I'm currently testing two version of this. The first by just doing the some relock for the other `get_peer_by_fqdn()`, but this PR got an approach for maybe fixing more latent issues. `sm_process()` also got some strange handling by `Rcv_Process()` after the peer lock is released, which seems to be about the same thing. My deadlock is for the `Snd_Message()` equivalent.
I've now removed this queueing behaviour, and instead doing a re-lock of the peer to (hopefully) have the same locking order as the other operations.
The problem with this thing is how rare it occurs. Just wanted to share my findings for others with more knowledge to the cdp module for comments, suggestions and hopefully some extra testing. You can view, comment on, or merge this pull request online at:
https://github.com/kamailio/kamailio/pull/4191
-- Commit Summary --
* cdp: restructure locking order to prevent rare deadlock
-- File Changes --
M src/modules/cdp/peerstatemachine.c (25) M src/modules/cdp/routing.c (6)
-- Patch Links --
https://github.com/kamailio/kamailio/pull/4191.patch https://github.com/kamailio/kamailio/pull/4191.diff
@herlesupreeth commented on this pull request.
Thanks for the fix. I left a few comments. Let me know what you think
@@ -1241,8 +1233,12 @@ void Snd_Message(peer *p, AAAMessage *msg)
int send_message_before_session_sm = 0; LM_DBG("called to peer [%.*s] for %s with code %d \n", p->fqdn.len, p->fqdn.s, is_req(msg) ? "request" : "response", msg->commandCode); - if(msg->sessionId) + if(msg->sessionId) { + // Ensure proper locking order + lock_release(p->lock);
I am not sure adding lock part here if the right way. I would prefer this function be called with the lock (as mentioned in the comments above at line 1225). I will let other comment on this.
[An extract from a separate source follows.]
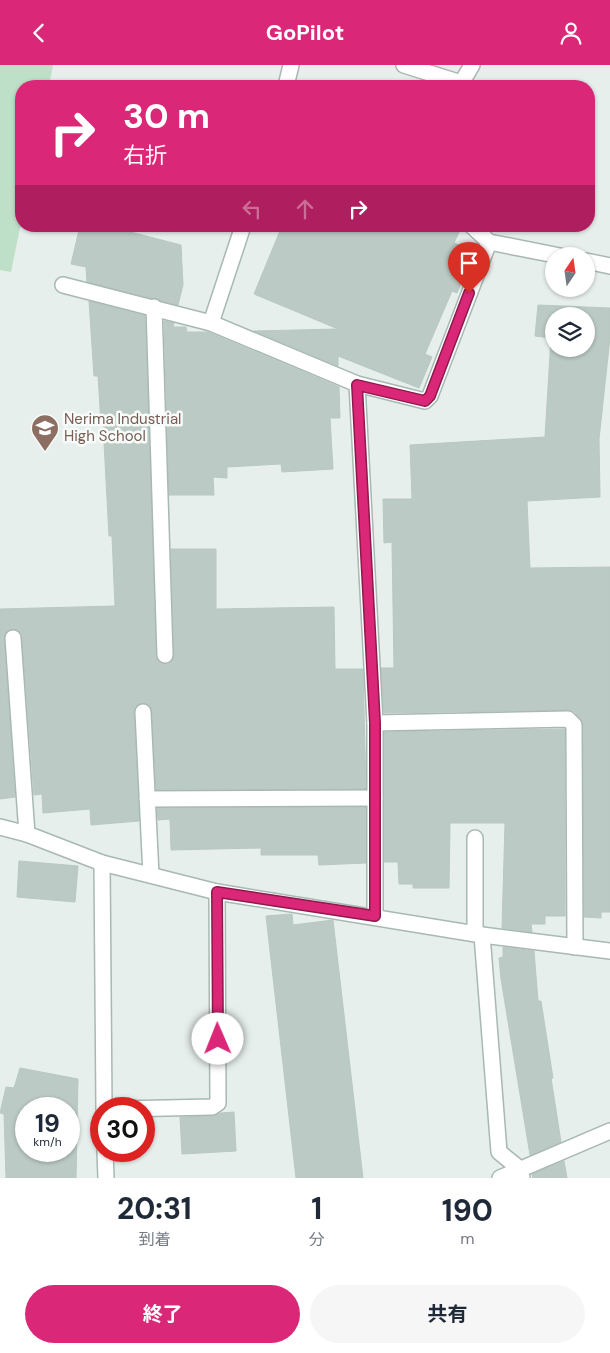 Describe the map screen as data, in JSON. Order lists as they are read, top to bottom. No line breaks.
{"places":{"school or university":["Nerima Industrial High School"]},"north":"top","page":{"header":"GoPilot","turn":["30 m","右折"],"speed":"19 km/h","limit":"30","eta":["20:31","到着","1","分","190","m"],"buttons":["終了","共有"]}} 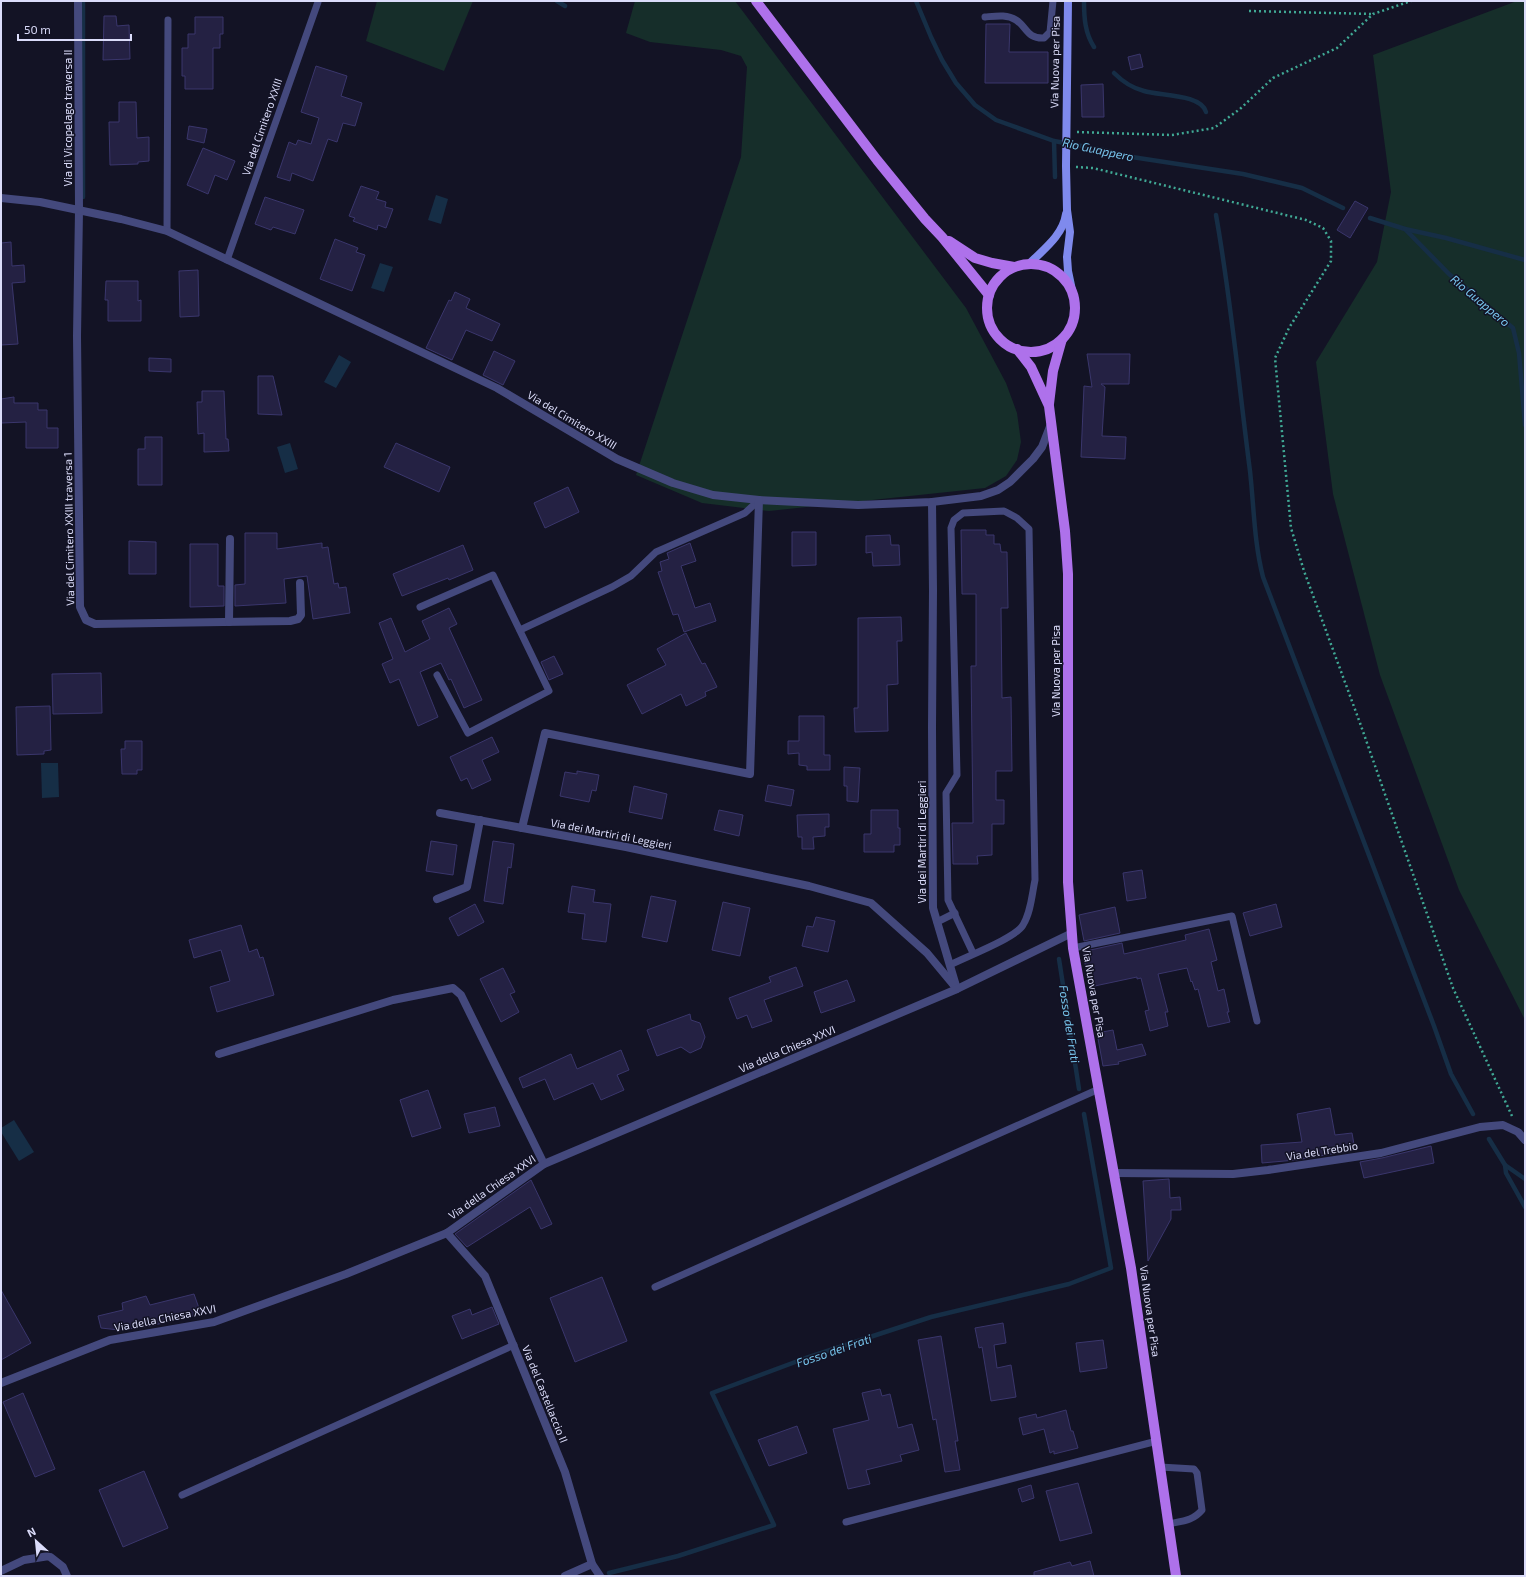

@@ -1351,8 +1347,13 @@ void Rcv_Process(peer *p, AAAMessage *msg)
return; }
- if(msg->sessionId) + if(msg->sessionId) { + // Ensure proper locking order + lock_release(p->lock);
same comment as above about the part of having locking parts inside the function
vingarzan left a comment (kamailio/kamailio#4191)
Hey @mtryfoss!
I think I wrote some big parts of this code, but a very long time ago and it might have a lot of changes by now that I could not be fully aware of. I also further developed and heavily modified version of this code is in production in the closed source project from where it originally came, so hopefully it should be fixable. But there were also many changes here.
In hindsight, having Diameter session logic in the stack was a mistake, since IRL it's better to let the "application" handle it cleanly outside, yet that might be too late here. But, it's also not a huge amount of logic that it does, so let me try and help hopefully.
Seems like there is a dead-lock between the lock on a peer and the one on sessions. There is maybe also a 3rd lock involved, but I don't see that in your changes. And it might be just a side-effect, which would clear if the root cause is fixed. But the idea is the same: **we should try to eliminate any overlap between critical zones, in order to have some good guarantees about avoiding a dead/live-lock situation.**
So IMHO a proper fix/change would be to not have `peer *p` as a parameter to `Snd_Message()`. That would mean that you wouldn't hold `p->lock`. One way could be to use the FQDN instead, the other would be to copy (before unlocking) what the deeper functions need and avoid re-getting/re-locking in `peer_send_msg()`. In short: I'm advocating to actually have the same treatment to `Snd_Message()` as `Rcv_Process()` and call it also without a lock after the peer state machine big switch in `sm_process()`.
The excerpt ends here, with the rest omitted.